The U.S., like most other nations, is finally going to be forced, once again, to make money, like that old Smith-Barney ad stated, the old fashioned way... by earning it… but industrial production is at its lowest level since 1942 as a percentage of the economy.

Over the past 40 years, the historic trade relationships between nations have been fundamentally changed by the introduction of massive, stateless global corporations into the traditional national trade and development equations. Because their interests are not necessarily congruent with those of any nation, the established development paradigm of protect, industrialize, consolidate and export has become distorted by their arguments and interests. I hope to show over the course of this paper that in spite of the self-serving arguments advanced by the global corporations, there is still only one road to generalized prosperity, and that is the traditional road.
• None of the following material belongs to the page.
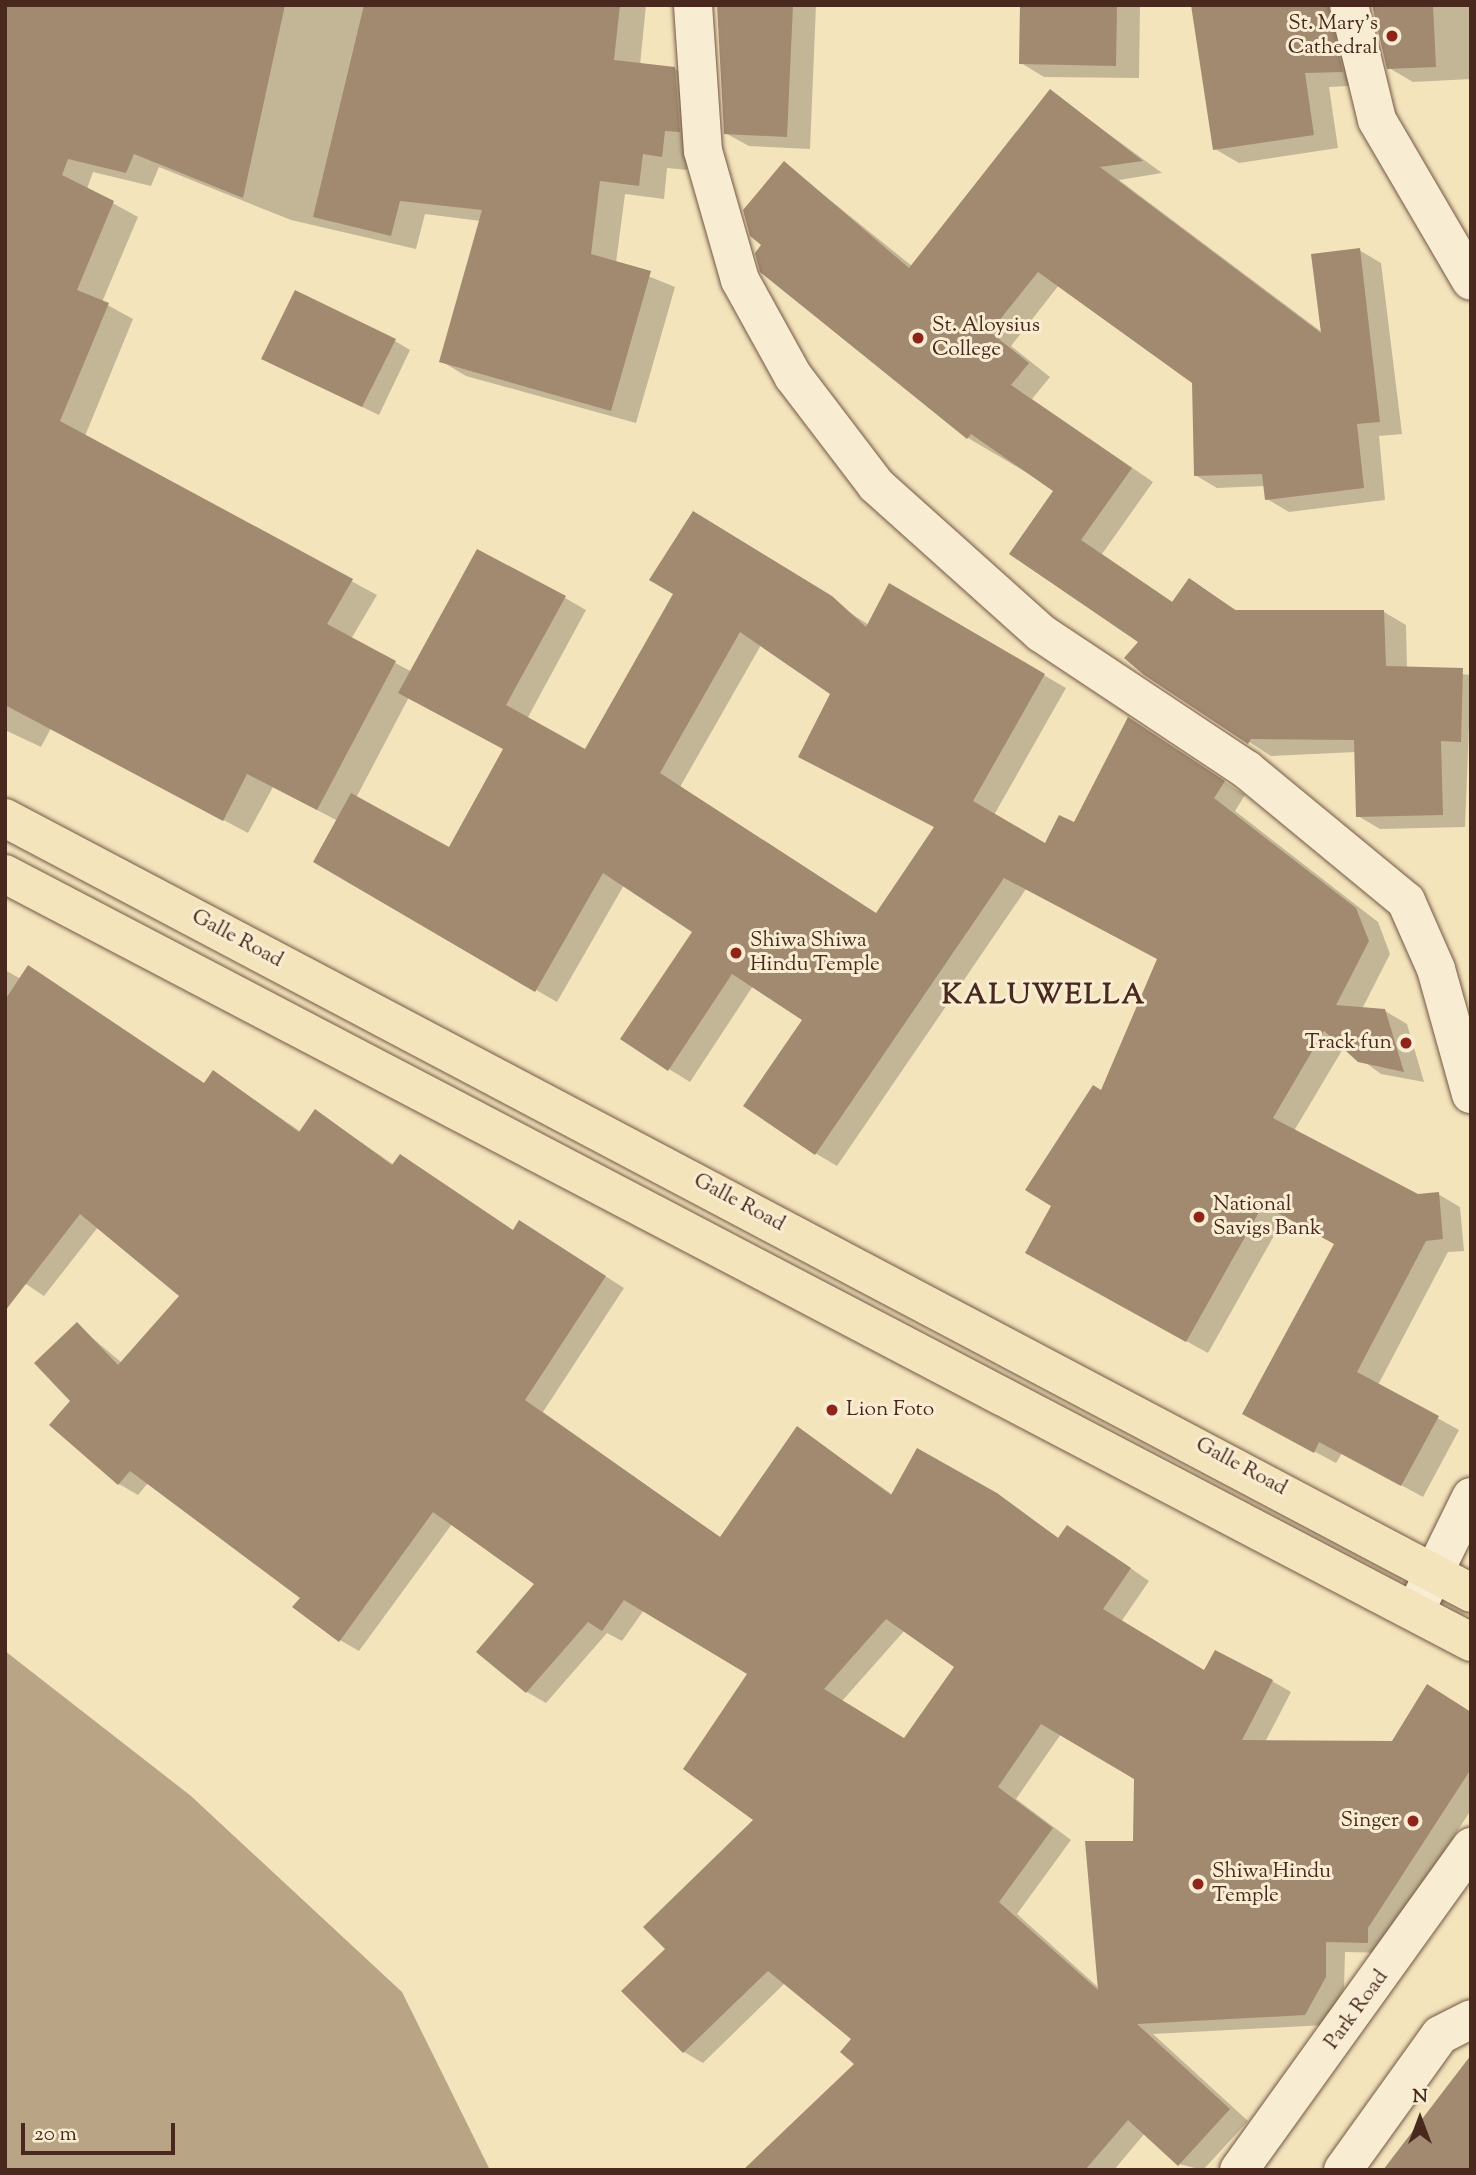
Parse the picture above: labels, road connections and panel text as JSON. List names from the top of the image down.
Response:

It is the road that starts with protected national industrialization and ends with higher worker pay and the creation of a productive and entrepreneurial middle class, features that managed correctly then become self-perpetuating features of the national economy. However, without these precursor states of protection, industrialization and labor gains, the economic benefits generated by innovation and productivity will never be realized, and an otherwise achievable state of generalized and global economic well-being will be impossible to attain. I will further argue that the use of this paradigm does not, in fact, hurt the valid interests of the corporate trade entities, but will rather serve to spur their own prosperity.
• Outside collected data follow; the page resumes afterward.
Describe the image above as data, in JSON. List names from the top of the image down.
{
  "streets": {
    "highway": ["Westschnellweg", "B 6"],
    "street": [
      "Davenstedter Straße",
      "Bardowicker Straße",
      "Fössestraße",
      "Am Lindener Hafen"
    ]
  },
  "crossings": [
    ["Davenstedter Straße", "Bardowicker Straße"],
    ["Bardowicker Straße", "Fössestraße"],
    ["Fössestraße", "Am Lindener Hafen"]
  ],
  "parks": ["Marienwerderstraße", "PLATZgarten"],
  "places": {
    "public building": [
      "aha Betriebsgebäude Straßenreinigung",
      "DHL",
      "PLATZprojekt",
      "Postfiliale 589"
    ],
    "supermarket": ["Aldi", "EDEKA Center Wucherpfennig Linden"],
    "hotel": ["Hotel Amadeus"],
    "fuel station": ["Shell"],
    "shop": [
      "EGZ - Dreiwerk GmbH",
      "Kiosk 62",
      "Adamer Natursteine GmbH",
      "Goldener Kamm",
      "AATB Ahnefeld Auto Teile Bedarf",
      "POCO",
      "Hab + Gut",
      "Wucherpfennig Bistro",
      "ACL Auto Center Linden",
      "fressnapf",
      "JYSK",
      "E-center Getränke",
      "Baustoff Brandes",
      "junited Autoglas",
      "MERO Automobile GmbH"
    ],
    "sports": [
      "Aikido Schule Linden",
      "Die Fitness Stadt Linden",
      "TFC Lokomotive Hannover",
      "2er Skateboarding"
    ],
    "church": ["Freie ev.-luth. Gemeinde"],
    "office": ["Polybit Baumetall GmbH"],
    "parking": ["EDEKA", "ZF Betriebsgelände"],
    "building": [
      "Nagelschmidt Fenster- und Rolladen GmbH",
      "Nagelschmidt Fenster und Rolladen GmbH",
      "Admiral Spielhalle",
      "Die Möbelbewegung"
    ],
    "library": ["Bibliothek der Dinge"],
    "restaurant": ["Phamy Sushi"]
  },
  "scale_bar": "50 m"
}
However, to achieve this end, we will need to find a remedy to the problem that is at the heart of what currently drives manufacturing to migrate ‘off-shore’, the problem of global surplus labor and the natural and unavoidable exploitation of that resource by international businesses. This is not something that they do because they are inherently evil or abusive by nature, but rather something that they are obliged to do simply in order to survive within the capitalist system.

Fixing this labor problem and strengthening the traditional model of national development will allow us to return to a modified model of what has brought prosperity in the past, but with the added virtue of benefitting from the tremendous creative capacity of the new player in the arena, the international businesses.

The first indication that the above is likely true, that prosperity and well-being in large nations can only be created and sustained through industrialization, is the recognition of the fact that before the Industrial Revolution, no people, no nation and no empire on the planet achieved an economic level where the majority of their people were living above subsistence level.

Not the Greeks, not the Romans, not the Chinese or the Sumerians or the Aztecs or the Incas. Not in London, Rome, Angkor Wat, Baghdad, Cairo or Cuzco… no civilization anywhere achieved states of well-being remotely comparable to what has been achieved by hundreds of millions of people in the past two centuries since the industrial age swept out of England and changed the world. As we will see, it’s not a coincidence.

That being the case, Obama’s economic challenges, while bigger in scale than others, are the same as those faced by most national leaders on the planet… to improve the well-being of his or her people in real, sustainable ways. Amazingly, this is proving difficult to do, in spite of ample historical evidence as to what must be done. This paper will argue that there is one and only one road for any nation or region to successfully develop and achieve a sustainable economic state of comfortable well-being for its people, and that road that stands independent of national identity, cultural values or geographic peculiarity.

Over the last two centuries of competing economic theories, political and cultural policies and in a wide variety of geographic settings, it has been repeatedly shown that there is only one route to economic well-being, one that starts with industrialization and ends with organization of labor, higher worker productivity and innovation. Without them, you’re dead. With them, you are a success and your people are comfortable.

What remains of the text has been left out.